The trial will evaluate the system’s safety and potential to measure surgical margins in real-time
The trail will assess NaviSci system for use in minimally invasive surgery to remove probable early-stage lung tumours. (Credit: kalhh from Pixabay)
Navigation Sciences has enrolled the first patient in the first-in-human clinical feasibility study of its NaviSci system for tissue-conserving removal of early-stage lung tumours.
The intelligent surgery system incorporates augmented reality and advanced software with surgical instruments to offer real-time measurement of surgical margins, thereby helping to reduce the risk of cancer recurrence and safeguard lung function.
The trial, dubbed Navigated Resection of Lung Nodules, will evaluate the system’s safety and potential to measure surgical margins in real-time in 25 patients undergoing lung surgery.
It will also assess NaviSci’s ability to incorporate and enhance the surgical workflow. Navigation Sciences is conducting the trial at Brigham and Women’s Hospital in Boston.

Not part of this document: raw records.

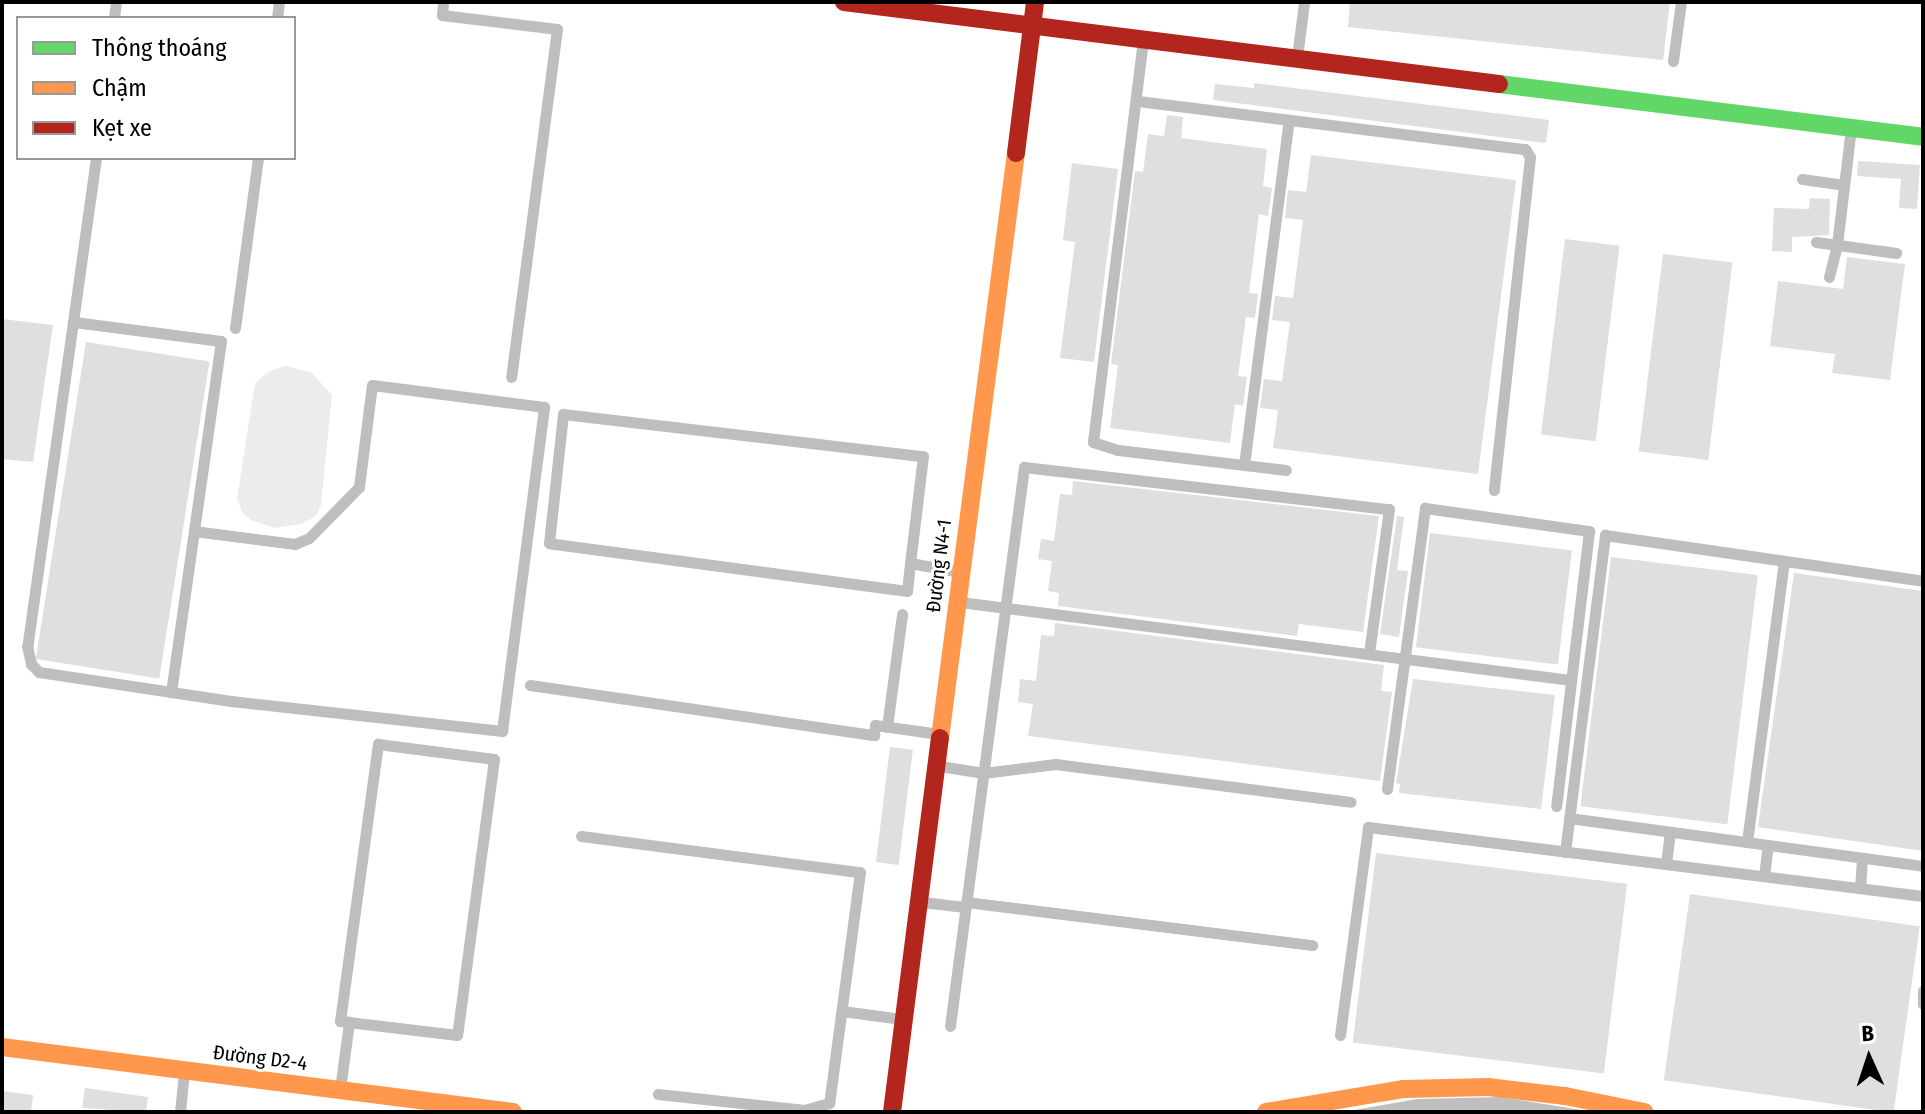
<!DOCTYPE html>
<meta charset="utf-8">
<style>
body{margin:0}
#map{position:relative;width:1925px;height:1114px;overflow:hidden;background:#fff;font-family:"Fira Sans Condensed",sans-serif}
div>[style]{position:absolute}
.green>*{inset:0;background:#ececec}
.water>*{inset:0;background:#bfbfbf}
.building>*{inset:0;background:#dfdfdf;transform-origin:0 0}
.lane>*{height:11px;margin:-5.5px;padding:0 5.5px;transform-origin:5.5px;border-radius:5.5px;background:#bebebe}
.fast>*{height:18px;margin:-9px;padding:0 9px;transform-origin:9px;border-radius:9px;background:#63d668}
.slow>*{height:18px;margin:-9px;padding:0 9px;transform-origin:9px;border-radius:9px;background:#ff974d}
.jam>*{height:18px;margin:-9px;padding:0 9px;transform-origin:9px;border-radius:9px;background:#b3261e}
span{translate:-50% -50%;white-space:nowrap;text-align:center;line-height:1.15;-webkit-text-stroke:6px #fff;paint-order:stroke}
.street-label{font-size:20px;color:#000}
.frame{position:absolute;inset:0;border:4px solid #000;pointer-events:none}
.legend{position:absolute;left:16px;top:16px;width:280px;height:144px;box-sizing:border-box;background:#fff;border:2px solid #999;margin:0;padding:10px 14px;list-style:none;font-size:24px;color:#000}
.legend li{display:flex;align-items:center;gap:16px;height:40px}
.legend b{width:40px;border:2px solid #999}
.north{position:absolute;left:1829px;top:1018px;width:80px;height:80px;-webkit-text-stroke:6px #fff;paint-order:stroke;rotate:357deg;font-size:22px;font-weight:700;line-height:32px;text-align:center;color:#000}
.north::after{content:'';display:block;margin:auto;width:28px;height:36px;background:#000;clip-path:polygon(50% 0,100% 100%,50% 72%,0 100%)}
</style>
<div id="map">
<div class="green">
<div style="clip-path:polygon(285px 366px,311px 372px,332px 395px,321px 505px,316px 516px,302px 524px,274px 528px,251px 520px,242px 512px,237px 499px,255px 383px,268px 372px)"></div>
</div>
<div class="water">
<div style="clip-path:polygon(1501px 1097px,1594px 1112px,1343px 1112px,1417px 1099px)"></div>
</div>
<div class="building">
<div style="clip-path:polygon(1350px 2px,1670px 2px,1663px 60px,1348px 27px)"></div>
<div style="clip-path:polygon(1254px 83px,1549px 120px,1546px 143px,1213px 100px,1215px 84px,1254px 88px)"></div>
<div style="clip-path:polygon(1167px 115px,1183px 117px,1181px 138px,1267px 149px,1263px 186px,1272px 188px,1268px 216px,1259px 214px,1249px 293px,1258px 294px,1255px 318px,1246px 317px,1238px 376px,1247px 377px,1243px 406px,1235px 404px,1230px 443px,1110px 428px,1118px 365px,1111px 364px,1135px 171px,1143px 172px,1148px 134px,1164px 136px)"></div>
<div style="clip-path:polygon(1311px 155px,1516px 180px,1478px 474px,1273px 448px,1278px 410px,1260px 408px,1264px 379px,1282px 381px,1290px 322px,1272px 320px,1275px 296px,1293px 298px,1303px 220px,1285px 218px,1288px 190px,1306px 192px)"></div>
<div style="clip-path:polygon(1858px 161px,1920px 165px,1917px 209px,1899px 208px,1901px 179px,1857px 176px)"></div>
<div style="clip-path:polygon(1072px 163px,1118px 169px,1094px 362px,1060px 358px,1075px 242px,1063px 240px)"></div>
<div style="clip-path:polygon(1810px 198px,1830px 199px,1829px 235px,1792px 237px,1792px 252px,1772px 251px,1774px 208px,1809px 209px)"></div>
<div style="left:1565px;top:239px;width:55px;height:197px;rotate:7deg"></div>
<div style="left:1663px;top:254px;width:70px;height:199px;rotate:7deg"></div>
<div style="clip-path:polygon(1847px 257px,1905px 264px,1890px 380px,1832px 373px,1835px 354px,1770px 346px,1778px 281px,1843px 289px)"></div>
<div style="clip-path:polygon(2px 319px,53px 325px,33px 462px,2px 459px)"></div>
<div style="left:86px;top:342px;width:125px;height:321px;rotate:9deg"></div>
<div style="clip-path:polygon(1073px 481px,1379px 516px,1363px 632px,1299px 624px,1297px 636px,1058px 606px,1059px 593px,1048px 591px,1052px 561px,1038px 559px,1041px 539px,1054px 541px,1060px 494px,1072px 495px)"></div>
<div style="clip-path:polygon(1397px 516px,1404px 517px,1397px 570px,1408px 571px,1399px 637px,1380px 634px)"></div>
<div style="left:1430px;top:533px;width:143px;height:115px;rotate:7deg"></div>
<div style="left:1611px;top:557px;width:148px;height:251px;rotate:7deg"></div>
<div style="clip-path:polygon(1794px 573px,1923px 591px,1923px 851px,1758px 827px)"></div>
<div style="clip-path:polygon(1055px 623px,1384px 665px,1381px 691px,1392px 692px,1380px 781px,1028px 736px,1033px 704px,1018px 702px,1020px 679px,1036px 681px,1041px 635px,1054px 636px)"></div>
<div style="clip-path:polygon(1413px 679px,1555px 695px,1541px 809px,1399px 793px,1400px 784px,1396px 783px)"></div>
<div style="left:890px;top:747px;width:23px;height:116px;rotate:7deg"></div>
<div style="left:1376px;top:853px;width:253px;height:191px;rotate:7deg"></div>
<div style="left:1690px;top:894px;width:232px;height:188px;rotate:8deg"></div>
<div style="clip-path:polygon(85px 1088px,148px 1097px,146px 1112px,82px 1108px)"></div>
<div style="clip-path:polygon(2px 1091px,33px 1095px,31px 1112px,2px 1112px)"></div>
</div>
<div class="lane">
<div style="left:443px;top:2px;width:13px;rotate:94deg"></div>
<div style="left:442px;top:15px;width:116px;rotate:6.9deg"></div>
<div style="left:557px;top:29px;width:351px;rotate:97.5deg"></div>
<div style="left:114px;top:18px;width:16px;rotate:-83deg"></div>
<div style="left:277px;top:18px;width:16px;rotate:-83deg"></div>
<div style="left:1143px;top:40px;width:405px;rotate:97.1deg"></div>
<div style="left:1093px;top:442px;width:26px;rotate:18deg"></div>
<div style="left:1118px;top:450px;width:169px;rotate:6.8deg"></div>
<div style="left:1297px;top:57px;width:55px;rotate:-82.7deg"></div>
<div style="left:1673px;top:61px;width:60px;rotate:-82.3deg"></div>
<div style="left:1138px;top:101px;width:390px;rotate:7.1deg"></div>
<div style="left:1525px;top:149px;width:9px;rotate:58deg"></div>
<div style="left:1530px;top:157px;width:335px;rotate:96.2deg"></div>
<div style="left:96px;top:158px;width:493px;rotate:98deg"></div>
<div style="left:27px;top:646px;width:18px;rotate:77deg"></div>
<div style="left:31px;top:664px;width:11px;rotate:45deg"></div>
<div style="left:39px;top:672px;width:194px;rotate:8.6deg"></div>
<div style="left:231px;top:701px;width:273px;rotate:6.3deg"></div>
<div style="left:502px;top:731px;width:327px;rotate:-82.6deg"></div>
<div style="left:544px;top:407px;width:173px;rotate:-172.7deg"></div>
<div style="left:372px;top:385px;width:103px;rotate:97.3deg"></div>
<div style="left:359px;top:487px;width:71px;rotate:134.4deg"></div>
<div style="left:309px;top:538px;width:15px;rotate:157deg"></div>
<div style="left:295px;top:544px;width:102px;rotate:-172.7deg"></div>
<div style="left:1802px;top:179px;width:42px;rotate:8.1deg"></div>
<div style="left:1816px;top:242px;width:81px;rotate:7.8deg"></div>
<div style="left:1829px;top:277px;width:33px;rotate:-76deg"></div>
<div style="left:1837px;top:245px;width:118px;rotate:-83.2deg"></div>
<div style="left:74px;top:322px;width:148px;rotate:7.4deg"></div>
<div style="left:221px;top:341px;width:355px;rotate:98.1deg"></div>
<div style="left:235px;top:328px;width:172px;rotate:-82.3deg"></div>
<div style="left:1244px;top:465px;width:348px;rotate:-82.6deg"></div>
<div style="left:910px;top:563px;width:28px;rotate:96deg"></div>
<div style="left:907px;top:591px;width:361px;rotate:-172.4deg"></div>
<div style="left:549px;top:543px;width:130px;rotate:-83.8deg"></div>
<div style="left:563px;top:414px;width:362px;rotate:6.7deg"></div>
<div style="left:923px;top:456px;width:108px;rotate:96.9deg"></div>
<div style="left:910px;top:563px;width:51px;rotate:10.2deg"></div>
<div style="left:960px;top:602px;width:616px;rotate:7.28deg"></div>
<div style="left:530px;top:685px;width:348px;rotate:8.3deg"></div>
<div style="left:874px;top:735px;width:10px;rotate:-84deg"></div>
<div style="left:875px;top:725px;width:65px;rotate:8deg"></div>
<div style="left:887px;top:727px;width:114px;rotate:-82.4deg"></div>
<div style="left:378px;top:744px;width:117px;rotate:7.4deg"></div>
<div style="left:494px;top:759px;width:278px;rotate:97.6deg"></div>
<div style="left:457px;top:1035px;width:118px;rotate:-173.2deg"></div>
<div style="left:340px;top:1021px;width:280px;rotate:-82.2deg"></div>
<div style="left:940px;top:766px;width:44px;rotate:9.2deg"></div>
<div style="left:983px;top:773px;width:73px;rotate:-7.1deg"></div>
<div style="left:1055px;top:764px;width:298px;rotate:7.3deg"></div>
<div style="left:1387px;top:789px;width:284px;rotate:-82.3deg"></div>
<div style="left:1425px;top:508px;width:166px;rotate:8deg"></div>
<div style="left:1589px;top:531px;width:277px;rotate:96.8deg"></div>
<div style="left:1569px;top:818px;width:357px;rotate:7.7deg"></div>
<div style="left:581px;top:836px;width:281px;rotate:7.4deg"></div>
<div style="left:860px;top:872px;width:233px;rotate:97.6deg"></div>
<div style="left:829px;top:1103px;width:25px;rotate:164deg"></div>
<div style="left:805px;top:1110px;width:148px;rotate:-173.8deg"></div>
<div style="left:1747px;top:842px;width:283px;rotate:-82.5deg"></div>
<div style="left:1565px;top:852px;width:320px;rotate:-82.8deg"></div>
<div style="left:1605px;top:535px;width:321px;rotate:8.2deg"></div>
<div style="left:1666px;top:864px;width:32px;rotate:-83deg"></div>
<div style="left:1764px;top:876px;width:31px;rotate:-83deg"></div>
<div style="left:1860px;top:888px;width:30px;rotate:-86deg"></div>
<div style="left:922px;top:902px;width:43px;rotate:6.6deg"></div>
<div style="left:966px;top:902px;width:349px;rotate:7.1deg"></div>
<div style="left:1923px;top:991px;width:13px;rotate:90deg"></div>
<div style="left:842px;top:1011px;width:60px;rotate:7.7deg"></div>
<div style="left:950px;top:1026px;width:564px;rotate:-82.46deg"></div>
<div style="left:1024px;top:467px;width:367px;rotate:6.6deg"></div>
<div style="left:1389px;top:509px;width:146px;rotate:97.9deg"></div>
<div style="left:1340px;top:1035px;width:210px;rotate:-82.3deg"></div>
<div style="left:1368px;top:827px;width:559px;rotate:7.09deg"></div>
<div style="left:340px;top:1089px;width:68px;rotate:-82.3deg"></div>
<div style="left:180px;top:1112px;width:40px;rotate:-84.3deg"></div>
</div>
<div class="fast">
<div style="left:1499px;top:84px;width:427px;rotate:7.1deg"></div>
</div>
<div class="slow">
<div style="left:940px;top:738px;width:590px;rotate:-82.6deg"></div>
<div style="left:2px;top:1047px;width:515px;rotate:7.25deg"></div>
<div style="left:1266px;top:1112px;width:140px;rotate:-9.5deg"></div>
<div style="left:1404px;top:1089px;width:84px;rotate:-1.4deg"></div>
<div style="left:1488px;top:1087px;width:78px;rotate:6.7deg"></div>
<div style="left:1565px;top:1096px;width:81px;rotate:11.4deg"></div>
</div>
<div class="jam">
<div style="left:844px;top:2px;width:660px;rotate:7.14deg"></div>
<div style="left:1016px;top:153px;width:152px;rotate:-82.8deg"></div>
<div style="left:892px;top:1112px;width:377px;rotate:-82.7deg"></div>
</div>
<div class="street-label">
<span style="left:939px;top:566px;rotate:-83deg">Đường N4-1</span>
<span style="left:260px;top:1058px;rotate:7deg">Đường D2-4</span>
</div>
<div class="frame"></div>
<ul class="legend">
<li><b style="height:10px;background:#63d668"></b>Thông thoáng</li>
<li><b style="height:10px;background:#ff974d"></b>Chậm</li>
<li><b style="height:10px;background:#b3261e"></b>Kẹt xe</li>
</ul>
<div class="north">B</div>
</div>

The system allows the physician in real-time to know accurately where the target potential tumour nodule and surrounding tissue are in contact with the surgical instrumentation and guide the surgeon on margin distance for excising the nodule.
NaviSci system consists of various components such as active and fiducial marker with an electromagnetic sensor, which will be placed next to the tumour to localise and track its position.
It also includes a surgical cutting instrument with a second electromagnetic position sensor and advanced software, which associated the sensors on the tumour with the cutting instruments and offers visual and quantitative information to measure tumour margins in real-time.
Navigation Sciences co-founder and CEO Alan Lucas said: “The NaviSci System and Intelligent Surgical approaches have great potential to dramatically increase the precision of lung and other complex cancer surgeries, improving patient outcomes and providing benefits to clinicians and providers. Successful completion of the trial will support an application to the FDA for U.S. marketing clearance.”